Di seguito la lettera dei collaboratori di Puglia e Basilicata della Gazzetta del Mezzogiorno
In questo drammatico momento per la vita del “nostro” giornale per la prima volta anche noi collaboratori della Gazzetta sentiamo il bisogno di far sentire la nostra voce. Ci siamo abituati in questi anni ad essere sistematicamente considerati “invisibili” per quanto concerne la retribuzione del nostro lavoro. Non ce ne voglia il dottor Mario Ciancio Sanfilippo se, dopo aver letto le sue dichiarazioni all’Ansa (“… garantendo durante la propria gestione la puntuale corresponsione delle retribuzioni a giornalisti…”), gli precisiamo che così non è, almeno per quello che ci riguarda. Il nostro lavoro di collaboratori, infatti, non è stato retribuito per il periodo marzo-agosto 2018 (gestione Ciancio). Sei mesi, che non sono poca cosa (almeno per noi). Anche l’amministrazione giudiziaria ci ha riservato lo stesso “trattamento”. L’elenco delle mensilità per cui il nostro lavoro non è stato retribuito si è allungato, sino a raggiungere, ad oggi, complessivamente quota tredici.

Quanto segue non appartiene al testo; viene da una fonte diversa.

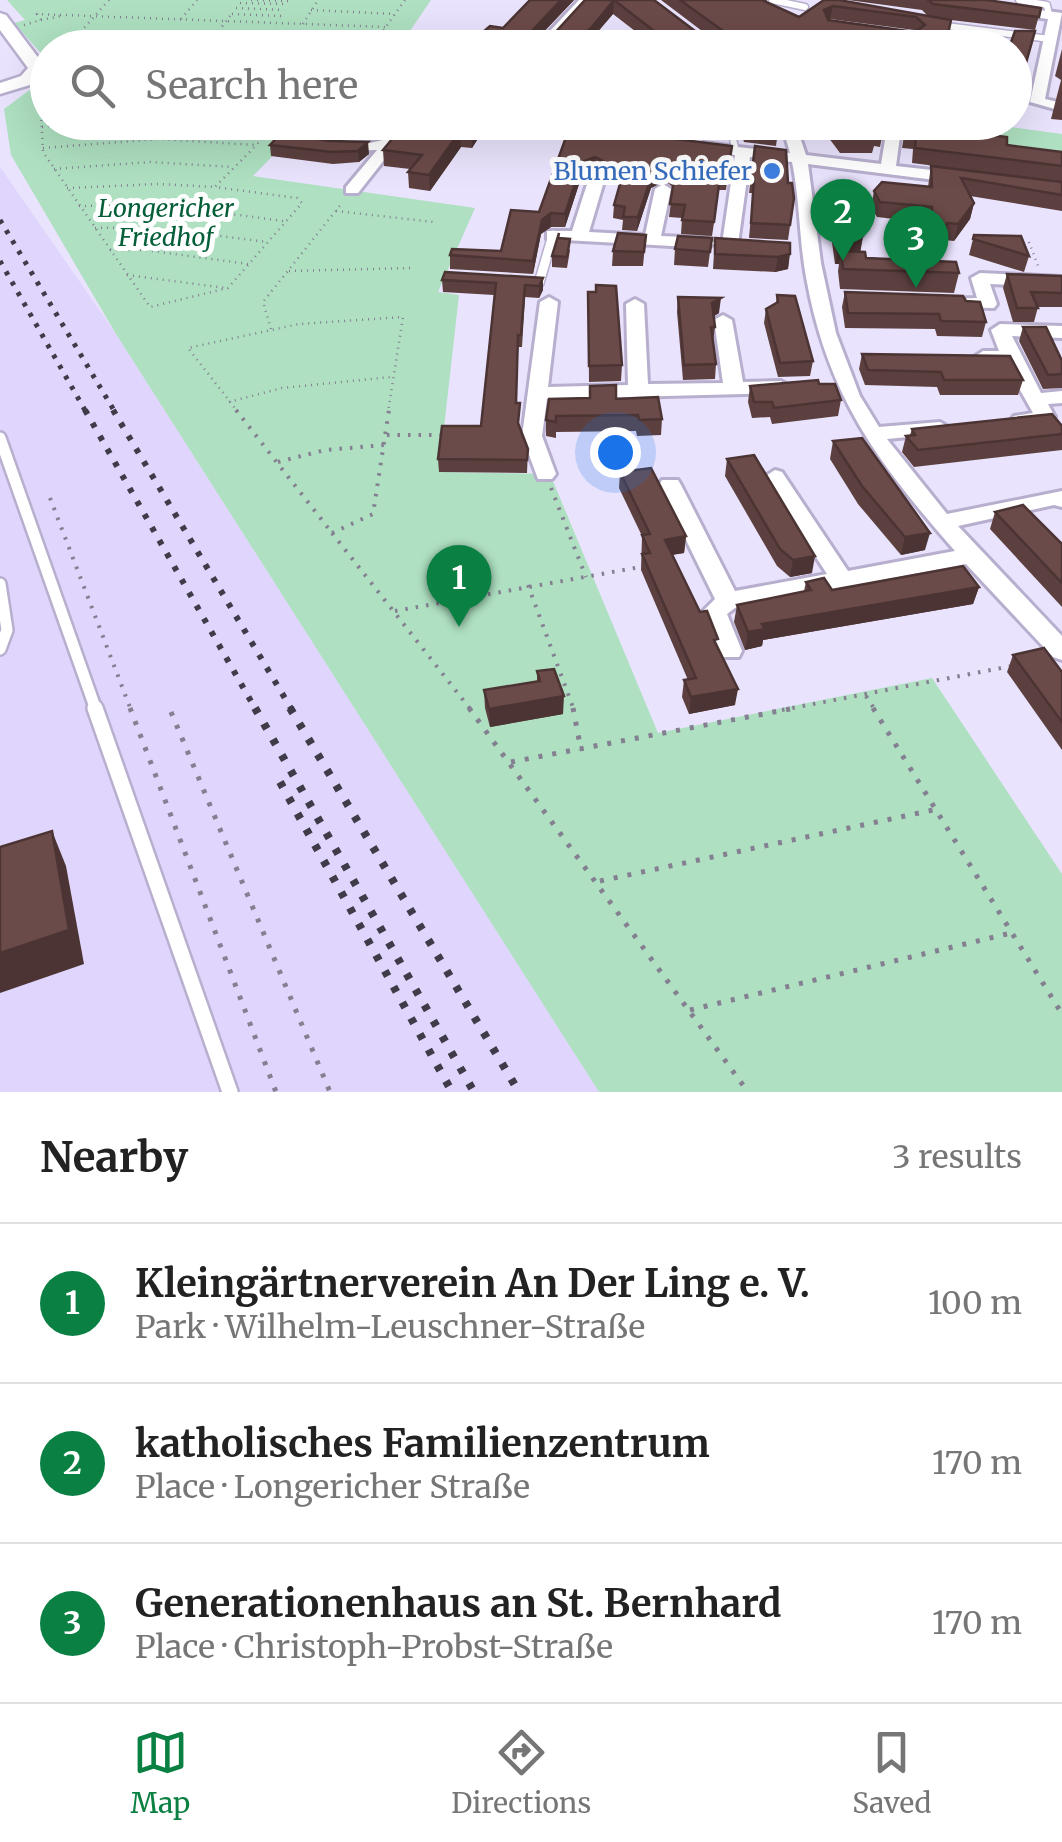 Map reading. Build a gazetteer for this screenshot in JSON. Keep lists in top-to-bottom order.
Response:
{
  "parks": ["Longericher Friedhof"],
  "places": ["Blumen Schiefer"],
  "page": {
    "search": "Search here",
    "pins": ["2", "3", "1"],
    "heading": ["Nearby", "3 results"],
    "list": [
      {
        "mark": "1",
        "name": "Kleingärtnerverein An Der Ling e. V.",
        "note": "Park · Wilhelm-Leuschner-Straße",
        "value": "100 m"
      },
      {
        "mark": "2",
        "name": "katholisches Familienzentrum",
        "note": "Place · Longericher Straße",
        "value": "170 m"
      },
      {
        "mark": "3",
        "name": "Generationenhaus an St. Bernhard",
        "note": "Place · Christoph-Probst-Straße",
        "value": "170 m"
      }
    ],
    "nav": ["Map", "Directions", "Saved"]
  }
}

Nonostante sia un dato acquisito che noi collaboratori, con il nostro lavoro quotidiano, contribuiamo affinchè la Gazzetta conservi la sua peculiarità di autorevole voce di ogni comunità di Puglia e Basilicata, sistematicamente, quando si è trattato di scegliere tra chi retribuire e chi non retribuire, siamo stati ignorati. Nonostante questo, la maggior parte di noi non ha tirato i remi in barca e ha proseguito con immutata grinta nel suo impegno quotidiano perché questo giornale fosse la Gazzetta. Oggi prendiamo atto del fatto che non solo il nostro impegno potrebbe non essere servito a niente, ma nel momento della “deriva” nessuno si ricorda che ci siamo e che se la nave dovesse affondare ognuno di noi perderà qualcosa in questo naufragio. Poco o molto che sia non è importante: un anno – scusate se è poco – del nostro lavoro non verrà retribuito. Parliamo di lavoro, non di volontariato. Lavoro a cui abbiamo dedicato tempo ed energie, mettendoci passione, impegno e professionalità. Per noi sarebbe uno smacco nello smacco se, anche adesso, nessuno, a tutti i livelli, si ricordasse che ci siamo. La nostra condizione di “figli di un dio minore” non ci consente di scioperare o mettere in campo altre iniziative di sensibilizzazione, ma questo non significa che non abbiamo una dignità.